__WHAT YOU NEED TO DO__. In the listing below, the lines starting with the line with "1243px,445px 1273px,398px 1298px,381px" and going on through the line with "2015px,565px 2123px,511px 2126px,491px" are to be reproduced exactly, and only those.

__PROVIDED MATERIAL__.
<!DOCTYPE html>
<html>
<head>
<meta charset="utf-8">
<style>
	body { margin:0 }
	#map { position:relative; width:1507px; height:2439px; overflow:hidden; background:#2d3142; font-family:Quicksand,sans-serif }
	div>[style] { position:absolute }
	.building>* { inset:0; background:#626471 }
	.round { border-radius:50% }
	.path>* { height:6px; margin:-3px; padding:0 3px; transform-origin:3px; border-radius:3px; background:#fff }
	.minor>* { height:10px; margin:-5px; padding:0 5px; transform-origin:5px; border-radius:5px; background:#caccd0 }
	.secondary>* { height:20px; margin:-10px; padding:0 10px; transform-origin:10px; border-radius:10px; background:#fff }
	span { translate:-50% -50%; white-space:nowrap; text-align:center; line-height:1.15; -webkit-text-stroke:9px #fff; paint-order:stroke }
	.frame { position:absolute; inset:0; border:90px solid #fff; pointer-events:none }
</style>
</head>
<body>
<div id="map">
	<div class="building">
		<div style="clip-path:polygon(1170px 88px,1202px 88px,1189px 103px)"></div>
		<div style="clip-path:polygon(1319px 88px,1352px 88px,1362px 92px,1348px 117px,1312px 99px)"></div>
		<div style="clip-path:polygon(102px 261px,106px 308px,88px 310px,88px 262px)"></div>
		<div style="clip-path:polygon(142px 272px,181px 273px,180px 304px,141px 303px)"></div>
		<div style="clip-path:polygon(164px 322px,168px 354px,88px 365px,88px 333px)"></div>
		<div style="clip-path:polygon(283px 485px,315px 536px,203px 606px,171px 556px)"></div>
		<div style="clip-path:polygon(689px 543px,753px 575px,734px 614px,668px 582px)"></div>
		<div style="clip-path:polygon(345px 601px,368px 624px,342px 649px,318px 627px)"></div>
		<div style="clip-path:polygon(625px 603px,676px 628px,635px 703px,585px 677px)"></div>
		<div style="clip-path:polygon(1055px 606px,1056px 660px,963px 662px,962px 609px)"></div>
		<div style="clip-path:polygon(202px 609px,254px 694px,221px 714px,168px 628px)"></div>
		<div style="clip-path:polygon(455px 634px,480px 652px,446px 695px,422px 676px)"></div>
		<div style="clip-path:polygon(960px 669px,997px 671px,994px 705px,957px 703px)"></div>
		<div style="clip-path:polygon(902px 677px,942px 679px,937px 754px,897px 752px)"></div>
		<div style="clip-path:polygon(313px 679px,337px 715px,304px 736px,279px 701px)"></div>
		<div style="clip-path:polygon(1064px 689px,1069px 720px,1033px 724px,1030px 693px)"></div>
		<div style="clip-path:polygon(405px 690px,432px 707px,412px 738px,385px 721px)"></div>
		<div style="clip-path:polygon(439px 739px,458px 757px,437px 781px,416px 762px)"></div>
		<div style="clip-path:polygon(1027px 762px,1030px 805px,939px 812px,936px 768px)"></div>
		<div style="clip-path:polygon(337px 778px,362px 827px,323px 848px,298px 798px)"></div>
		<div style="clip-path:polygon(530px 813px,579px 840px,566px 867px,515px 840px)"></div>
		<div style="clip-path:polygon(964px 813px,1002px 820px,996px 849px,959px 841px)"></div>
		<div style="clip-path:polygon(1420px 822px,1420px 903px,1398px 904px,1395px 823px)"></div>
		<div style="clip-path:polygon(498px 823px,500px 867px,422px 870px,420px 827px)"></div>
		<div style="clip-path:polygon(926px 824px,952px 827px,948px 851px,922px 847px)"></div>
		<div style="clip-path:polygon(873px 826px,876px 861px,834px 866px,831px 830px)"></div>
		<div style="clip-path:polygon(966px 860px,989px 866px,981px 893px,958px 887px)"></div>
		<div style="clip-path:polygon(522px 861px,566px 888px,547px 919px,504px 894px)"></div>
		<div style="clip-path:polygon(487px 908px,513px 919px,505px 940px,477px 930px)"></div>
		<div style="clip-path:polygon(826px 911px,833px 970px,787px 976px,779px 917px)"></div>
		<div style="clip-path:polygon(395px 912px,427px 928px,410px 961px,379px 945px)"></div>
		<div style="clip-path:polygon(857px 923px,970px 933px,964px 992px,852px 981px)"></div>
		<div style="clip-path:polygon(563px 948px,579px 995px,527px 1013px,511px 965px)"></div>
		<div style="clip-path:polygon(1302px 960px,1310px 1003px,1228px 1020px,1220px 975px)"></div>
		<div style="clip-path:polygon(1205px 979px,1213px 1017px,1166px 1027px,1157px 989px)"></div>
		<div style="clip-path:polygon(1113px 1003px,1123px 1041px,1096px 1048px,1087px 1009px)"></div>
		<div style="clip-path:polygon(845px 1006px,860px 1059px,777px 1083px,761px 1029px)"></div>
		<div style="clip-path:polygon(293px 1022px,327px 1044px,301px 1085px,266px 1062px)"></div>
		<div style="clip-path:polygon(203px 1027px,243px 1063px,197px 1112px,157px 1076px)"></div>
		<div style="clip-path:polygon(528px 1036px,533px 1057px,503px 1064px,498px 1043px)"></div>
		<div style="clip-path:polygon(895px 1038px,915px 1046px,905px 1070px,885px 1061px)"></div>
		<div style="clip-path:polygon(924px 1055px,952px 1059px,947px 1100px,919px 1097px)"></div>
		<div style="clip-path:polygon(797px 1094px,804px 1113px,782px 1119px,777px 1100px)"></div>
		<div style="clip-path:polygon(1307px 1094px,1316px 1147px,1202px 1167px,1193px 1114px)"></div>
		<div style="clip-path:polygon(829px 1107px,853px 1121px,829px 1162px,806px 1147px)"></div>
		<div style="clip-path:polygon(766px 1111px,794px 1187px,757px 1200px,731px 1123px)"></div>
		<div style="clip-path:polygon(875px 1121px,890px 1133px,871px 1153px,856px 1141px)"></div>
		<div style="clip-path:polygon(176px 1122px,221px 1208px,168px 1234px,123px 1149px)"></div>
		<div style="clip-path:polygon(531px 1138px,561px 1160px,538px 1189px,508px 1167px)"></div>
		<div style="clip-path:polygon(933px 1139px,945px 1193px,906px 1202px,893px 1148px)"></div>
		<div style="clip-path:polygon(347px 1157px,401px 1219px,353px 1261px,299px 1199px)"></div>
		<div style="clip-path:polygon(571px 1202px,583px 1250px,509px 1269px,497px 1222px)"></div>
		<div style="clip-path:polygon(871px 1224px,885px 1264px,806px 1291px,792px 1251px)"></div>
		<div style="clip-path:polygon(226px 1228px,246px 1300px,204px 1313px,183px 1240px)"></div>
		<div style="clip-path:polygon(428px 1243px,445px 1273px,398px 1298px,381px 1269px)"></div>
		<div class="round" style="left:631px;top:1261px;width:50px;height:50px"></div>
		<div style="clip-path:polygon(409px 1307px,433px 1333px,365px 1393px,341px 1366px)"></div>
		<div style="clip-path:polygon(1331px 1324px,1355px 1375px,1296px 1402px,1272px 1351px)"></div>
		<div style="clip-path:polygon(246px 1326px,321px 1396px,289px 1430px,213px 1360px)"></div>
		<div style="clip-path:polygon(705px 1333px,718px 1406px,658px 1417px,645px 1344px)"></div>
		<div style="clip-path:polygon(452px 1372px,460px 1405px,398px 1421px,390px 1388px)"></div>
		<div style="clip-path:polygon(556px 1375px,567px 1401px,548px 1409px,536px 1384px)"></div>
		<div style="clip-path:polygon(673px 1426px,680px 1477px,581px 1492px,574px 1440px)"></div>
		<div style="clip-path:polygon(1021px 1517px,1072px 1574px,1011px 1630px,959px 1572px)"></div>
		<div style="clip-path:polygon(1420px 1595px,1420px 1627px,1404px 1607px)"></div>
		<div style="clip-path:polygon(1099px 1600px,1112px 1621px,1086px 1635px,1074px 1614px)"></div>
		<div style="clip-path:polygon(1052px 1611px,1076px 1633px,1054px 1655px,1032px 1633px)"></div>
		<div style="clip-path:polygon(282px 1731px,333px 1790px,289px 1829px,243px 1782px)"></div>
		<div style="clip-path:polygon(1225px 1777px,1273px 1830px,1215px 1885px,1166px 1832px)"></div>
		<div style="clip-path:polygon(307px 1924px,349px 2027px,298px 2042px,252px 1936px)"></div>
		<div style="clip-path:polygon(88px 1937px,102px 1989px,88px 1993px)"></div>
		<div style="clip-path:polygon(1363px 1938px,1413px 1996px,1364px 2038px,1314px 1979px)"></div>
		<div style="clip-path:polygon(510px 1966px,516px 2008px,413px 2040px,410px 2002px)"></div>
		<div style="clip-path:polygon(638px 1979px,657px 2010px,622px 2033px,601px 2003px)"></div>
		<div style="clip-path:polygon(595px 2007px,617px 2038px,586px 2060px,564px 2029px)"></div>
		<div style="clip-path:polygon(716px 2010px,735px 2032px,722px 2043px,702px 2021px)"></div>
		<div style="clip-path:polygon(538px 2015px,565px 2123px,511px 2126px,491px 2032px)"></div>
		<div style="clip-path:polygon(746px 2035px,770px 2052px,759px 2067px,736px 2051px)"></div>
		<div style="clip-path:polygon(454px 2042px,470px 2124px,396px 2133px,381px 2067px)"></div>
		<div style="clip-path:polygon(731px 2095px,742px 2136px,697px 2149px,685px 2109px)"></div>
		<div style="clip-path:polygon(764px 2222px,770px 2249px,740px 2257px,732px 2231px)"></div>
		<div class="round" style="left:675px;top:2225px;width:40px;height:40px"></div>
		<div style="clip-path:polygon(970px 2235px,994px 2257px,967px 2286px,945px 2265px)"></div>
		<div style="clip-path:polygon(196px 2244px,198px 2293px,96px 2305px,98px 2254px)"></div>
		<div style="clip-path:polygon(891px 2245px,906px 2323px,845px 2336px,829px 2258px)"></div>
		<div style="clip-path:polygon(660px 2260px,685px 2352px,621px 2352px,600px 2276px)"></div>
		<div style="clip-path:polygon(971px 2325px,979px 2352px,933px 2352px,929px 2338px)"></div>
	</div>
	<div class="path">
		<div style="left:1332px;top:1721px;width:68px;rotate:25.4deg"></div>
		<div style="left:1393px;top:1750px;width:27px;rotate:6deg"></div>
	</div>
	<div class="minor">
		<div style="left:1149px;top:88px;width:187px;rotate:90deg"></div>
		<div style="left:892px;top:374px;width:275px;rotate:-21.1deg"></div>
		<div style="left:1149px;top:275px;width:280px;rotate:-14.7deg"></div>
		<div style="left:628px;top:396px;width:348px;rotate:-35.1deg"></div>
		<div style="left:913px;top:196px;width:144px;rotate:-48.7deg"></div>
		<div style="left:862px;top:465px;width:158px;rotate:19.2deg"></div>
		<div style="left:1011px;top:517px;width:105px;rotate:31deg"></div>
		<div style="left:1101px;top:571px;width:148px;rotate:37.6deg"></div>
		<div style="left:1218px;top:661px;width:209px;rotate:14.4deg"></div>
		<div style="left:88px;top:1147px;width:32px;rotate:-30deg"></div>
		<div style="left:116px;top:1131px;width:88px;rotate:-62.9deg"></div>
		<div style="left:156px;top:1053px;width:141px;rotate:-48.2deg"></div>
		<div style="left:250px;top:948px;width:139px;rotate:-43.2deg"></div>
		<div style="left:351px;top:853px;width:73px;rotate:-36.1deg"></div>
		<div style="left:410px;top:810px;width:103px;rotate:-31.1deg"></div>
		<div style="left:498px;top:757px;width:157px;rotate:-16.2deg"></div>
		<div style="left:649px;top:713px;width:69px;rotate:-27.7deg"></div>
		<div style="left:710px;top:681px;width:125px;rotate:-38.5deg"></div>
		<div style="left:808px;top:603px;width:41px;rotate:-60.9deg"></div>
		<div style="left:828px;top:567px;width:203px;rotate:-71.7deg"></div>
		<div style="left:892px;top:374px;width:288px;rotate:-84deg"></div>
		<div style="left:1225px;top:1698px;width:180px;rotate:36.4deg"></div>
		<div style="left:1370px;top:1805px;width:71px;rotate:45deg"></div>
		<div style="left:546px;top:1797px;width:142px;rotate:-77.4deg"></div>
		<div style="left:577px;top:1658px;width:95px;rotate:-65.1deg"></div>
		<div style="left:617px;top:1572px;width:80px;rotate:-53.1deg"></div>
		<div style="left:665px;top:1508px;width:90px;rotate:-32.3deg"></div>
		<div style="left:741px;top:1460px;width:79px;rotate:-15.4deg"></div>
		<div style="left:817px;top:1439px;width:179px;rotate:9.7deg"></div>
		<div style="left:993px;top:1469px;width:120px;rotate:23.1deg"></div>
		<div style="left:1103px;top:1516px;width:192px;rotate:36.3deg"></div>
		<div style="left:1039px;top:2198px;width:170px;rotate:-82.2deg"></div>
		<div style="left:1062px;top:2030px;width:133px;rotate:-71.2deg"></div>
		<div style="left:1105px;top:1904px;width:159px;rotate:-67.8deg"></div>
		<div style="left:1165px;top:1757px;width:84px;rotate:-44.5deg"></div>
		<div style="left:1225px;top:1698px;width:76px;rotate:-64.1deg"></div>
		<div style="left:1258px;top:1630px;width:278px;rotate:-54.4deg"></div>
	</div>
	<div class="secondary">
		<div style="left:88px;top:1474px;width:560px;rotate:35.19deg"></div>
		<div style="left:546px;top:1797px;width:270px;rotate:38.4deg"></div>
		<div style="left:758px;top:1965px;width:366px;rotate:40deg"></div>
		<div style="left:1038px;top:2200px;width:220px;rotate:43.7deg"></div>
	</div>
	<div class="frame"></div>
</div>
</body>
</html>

__SOLUTION__.
		<div style="clip-path:polygon(428px 1243px,445px 1273px,398px 1298px,381px 1269px)"></div>
		<div class="round" style="left:631px;top:1261px;width:50px;height:50px"></div>
		<div style="clip-path:polygon(409px 1307px,433px 1333px,365px 1393px,341px 1366px)"></div>
		<div style="clip-path:polygon(1331px 1324px,1355px 1375px,1296px 1402px,1272px 1351px)"></div>
		<div style="clip-path:polygon(246px 1326px,321px 1396px,289px 1430px,213px 1360px)"></div>
		<div style="clip-path:polygon(705px 1333px,718px 1406px,658px 1417px,645px 1344px)"></div>
		<div style="clip-path:polygon(452px 1372px,460px 1405px,398px 1421px,390px 1388px)"></div>
		<div style="clip-path:polygon(556px 1375px,567px 1401px,548px 1409px,536px 1384px)"></div>
		<div style="clip-path:polygon(673px 1426px,680px 1477px,581px 1492px,574px 1440px)"></div>
		<div style="clip-path:polygon(1021px 1517px,1072px 1574px,1011px 1630px,959px 1572px)"></div>
		<div style="clip-path:polygon(1420px 1595px,1420px 1627px,1404px 1607px)"></div>
		<div style="clip-path:polygon(1099px 1600px,1112px 1621px,1086px 1635px,1074px 1614px)"></div>
		<div style="clip-path:polygon(1052px 1611px,1076px 1633px,1054px 1655px,1032px 1633px)"></div>
		<div style="clip-path:polygon(282px 1731px,333px 1790px,289px 1829px,243px 1782px)"></div>
		<div style="clip-path:polygon(1225px 1777px,1273px 1830px,1215px 1885px,1166px 1832px)"></div>
		<div style="clip-path:polygon(307px 1924px,349px 2027px,298px 2042px,252px 1936px)"></div>
		<div style="clip-path:polygon(88px 1937px,102px 1989px,88px 1993px)"></div>
		<div style="clip-path:polygon(1363px 1938px,1413px 1996px,1364px 2038px,1314px 1979px)"></div>
		<div style="clip-path:polygon(510px 1966px,516px 2008px,413px 2040px,410px 2002px)"></div>
		<div style="clip-path:polygon(638px 1979px,657px 2010px,622px 2033px,601px 2003px)"></div>
		<div style="clip-path:polygon(595px 2007px,617px 2038px,586px 2060px,564px 2029px)"></div>
		<div style="clip-path:polygon(716px 2010px,735px 2032px,722px 2043px,702px 2021px)"></div>
		<div style="clip-path:polygon(538px 2015px,565px 2123px,511px 2126px,491px 2032px)"></div>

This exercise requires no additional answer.